Your objective: Count every line of the material that holds the string "overflow". Respond with the total only.

Data excerpts:
────────
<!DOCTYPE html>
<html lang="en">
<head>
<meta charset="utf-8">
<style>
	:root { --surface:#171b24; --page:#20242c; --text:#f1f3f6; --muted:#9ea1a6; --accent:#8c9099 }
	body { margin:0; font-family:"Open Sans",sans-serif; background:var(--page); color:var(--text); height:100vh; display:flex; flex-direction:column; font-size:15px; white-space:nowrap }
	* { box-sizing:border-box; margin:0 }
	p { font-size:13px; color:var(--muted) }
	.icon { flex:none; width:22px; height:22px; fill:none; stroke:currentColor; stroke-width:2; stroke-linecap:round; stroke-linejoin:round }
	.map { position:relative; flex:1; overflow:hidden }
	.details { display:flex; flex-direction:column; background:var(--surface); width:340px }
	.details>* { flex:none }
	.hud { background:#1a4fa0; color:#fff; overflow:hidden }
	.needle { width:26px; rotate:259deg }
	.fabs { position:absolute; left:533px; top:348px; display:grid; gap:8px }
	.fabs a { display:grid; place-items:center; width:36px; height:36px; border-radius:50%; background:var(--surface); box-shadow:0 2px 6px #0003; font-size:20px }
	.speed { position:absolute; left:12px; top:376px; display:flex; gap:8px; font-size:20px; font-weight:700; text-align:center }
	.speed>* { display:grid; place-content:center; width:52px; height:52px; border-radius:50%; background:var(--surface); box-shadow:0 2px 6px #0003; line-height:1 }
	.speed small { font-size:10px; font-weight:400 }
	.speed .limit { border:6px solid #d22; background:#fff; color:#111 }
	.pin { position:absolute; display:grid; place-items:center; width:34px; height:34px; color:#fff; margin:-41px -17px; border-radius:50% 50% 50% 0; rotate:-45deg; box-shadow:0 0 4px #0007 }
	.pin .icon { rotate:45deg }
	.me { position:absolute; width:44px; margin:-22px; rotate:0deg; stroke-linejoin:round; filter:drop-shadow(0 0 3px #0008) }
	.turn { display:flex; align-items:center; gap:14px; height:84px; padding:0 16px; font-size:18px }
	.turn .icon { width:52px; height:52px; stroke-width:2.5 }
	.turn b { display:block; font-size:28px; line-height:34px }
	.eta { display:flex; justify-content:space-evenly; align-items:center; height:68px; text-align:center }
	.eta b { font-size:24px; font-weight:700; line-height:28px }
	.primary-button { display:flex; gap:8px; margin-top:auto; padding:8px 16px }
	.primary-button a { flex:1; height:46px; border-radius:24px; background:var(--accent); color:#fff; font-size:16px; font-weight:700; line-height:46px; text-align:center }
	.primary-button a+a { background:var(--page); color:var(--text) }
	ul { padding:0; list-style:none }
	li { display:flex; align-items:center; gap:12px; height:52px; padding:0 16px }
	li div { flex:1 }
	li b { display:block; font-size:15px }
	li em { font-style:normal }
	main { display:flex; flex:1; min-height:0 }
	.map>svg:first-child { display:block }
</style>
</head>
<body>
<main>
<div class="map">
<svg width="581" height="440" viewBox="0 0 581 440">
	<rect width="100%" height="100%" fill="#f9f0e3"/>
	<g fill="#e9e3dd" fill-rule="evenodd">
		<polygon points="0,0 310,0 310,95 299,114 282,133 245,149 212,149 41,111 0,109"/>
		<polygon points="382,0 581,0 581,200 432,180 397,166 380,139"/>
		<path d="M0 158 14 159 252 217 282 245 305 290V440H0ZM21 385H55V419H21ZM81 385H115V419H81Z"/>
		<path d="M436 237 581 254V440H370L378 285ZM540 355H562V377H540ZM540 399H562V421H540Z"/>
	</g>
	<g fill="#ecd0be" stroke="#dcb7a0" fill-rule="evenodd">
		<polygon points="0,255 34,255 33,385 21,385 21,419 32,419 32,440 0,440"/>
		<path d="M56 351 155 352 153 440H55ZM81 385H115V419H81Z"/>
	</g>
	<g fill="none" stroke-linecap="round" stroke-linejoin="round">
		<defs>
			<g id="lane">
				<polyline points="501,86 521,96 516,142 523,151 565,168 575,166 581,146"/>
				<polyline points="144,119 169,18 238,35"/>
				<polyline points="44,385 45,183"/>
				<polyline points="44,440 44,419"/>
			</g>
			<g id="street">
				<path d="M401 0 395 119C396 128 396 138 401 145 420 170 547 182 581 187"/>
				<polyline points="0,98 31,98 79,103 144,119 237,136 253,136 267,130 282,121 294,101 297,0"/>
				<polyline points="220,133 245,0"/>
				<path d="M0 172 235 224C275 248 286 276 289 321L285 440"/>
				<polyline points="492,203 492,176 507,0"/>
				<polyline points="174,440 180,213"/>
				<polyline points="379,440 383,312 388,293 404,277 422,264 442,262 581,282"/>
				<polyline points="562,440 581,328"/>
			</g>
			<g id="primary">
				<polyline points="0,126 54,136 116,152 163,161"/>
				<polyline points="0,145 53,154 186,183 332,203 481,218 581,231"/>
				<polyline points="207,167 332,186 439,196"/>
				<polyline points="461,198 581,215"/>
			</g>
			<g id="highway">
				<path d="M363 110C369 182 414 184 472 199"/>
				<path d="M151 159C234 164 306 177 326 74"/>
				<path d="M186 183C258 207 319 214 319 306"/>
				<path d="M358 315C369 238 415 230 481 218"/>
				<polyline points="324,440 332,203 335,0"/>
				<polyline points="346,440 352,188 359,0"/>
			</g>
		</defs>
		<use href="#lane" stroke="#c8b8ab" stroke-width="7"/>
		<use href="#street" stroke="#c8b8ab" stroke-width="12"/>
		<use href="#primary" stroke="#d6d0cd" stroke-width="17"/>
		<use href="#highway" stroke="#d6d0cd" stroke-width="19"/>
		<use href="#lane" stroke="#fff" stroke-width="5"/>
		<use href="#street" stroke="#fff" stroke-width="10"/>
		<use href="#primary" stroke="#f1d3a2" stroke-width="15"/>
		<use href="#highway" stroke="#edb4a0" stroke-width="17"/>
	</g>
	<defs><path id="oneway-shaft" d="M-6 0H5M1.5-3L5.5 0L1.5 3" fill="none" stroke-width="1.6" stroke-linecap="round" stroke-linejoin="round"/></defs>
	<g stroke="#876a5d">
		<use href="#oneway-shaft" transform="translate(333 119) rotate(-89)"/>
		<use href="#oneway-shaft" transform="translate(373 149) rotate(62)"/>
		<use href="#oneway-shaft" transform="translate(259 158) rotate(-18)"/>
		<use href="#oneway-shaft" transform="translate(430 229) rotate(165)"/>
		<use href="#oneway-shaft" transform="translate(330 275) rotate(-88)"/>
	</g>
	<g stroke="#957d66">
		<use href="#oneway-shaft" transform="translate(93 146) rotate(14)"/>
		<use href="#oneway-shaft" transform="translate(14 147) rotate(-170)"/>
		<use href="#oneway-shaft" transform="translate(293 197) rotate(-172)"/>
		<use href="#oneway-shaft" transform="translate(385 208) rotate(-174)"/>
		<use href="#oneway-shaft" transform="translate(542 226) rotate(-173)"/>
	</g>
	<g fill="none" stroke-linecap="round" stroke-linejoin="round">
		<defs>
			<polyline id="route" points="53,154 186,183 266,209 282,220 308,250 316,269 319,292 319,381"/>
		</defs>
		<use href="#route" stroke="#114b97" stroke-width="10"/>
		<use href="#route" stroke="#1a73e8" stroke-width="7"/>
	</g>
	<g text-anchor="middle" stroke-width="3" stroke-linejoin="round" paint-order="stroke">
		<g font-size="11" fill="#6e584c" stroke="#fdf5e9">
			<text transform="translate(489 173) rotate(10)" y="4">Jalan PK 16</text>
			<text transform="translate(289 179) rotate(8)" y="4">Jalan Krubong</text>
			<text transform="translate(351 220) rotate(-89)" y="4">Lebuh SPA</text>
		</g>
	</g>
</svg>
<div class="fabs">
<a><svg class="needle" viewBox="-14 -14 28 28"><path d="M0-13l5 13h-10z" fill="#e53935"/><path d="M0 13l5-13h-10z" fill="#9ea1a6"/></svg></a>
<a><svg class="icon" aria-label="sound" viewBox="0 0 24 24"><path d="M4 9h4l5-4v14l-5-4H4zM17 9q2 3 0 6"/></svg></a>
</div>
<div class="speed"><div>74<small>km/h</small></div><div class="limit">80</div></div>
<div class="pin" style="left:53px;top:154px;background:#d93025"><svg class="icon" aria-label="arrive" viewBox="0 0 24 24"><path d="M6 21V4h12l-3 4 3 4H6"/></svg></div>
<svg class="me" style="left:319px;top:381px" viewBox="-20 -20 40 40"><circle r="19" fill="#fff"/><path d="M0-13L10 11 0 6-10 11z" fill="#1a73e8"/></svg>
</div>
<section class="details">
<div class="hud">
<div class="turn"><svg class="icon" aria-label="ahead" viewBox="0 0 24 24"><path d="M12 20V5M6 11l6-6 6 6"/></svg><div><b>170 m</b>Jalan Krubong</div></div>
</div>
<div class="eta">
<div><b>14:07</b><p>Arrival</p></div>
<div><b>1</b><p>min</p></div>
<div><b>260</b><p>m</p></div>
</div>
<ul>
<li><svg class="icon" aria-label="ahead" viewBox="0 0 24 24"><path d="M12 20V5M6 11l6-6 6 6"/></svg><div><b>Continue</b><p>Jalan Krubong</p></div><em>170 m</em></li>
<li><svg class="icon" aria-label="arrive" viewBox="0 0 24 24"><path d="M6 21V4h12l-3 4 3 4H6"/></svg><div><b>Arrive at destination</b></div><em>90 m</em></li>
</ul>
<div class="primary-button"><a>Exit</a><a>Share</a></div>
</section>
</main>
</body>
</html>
────────
Solved problem: 2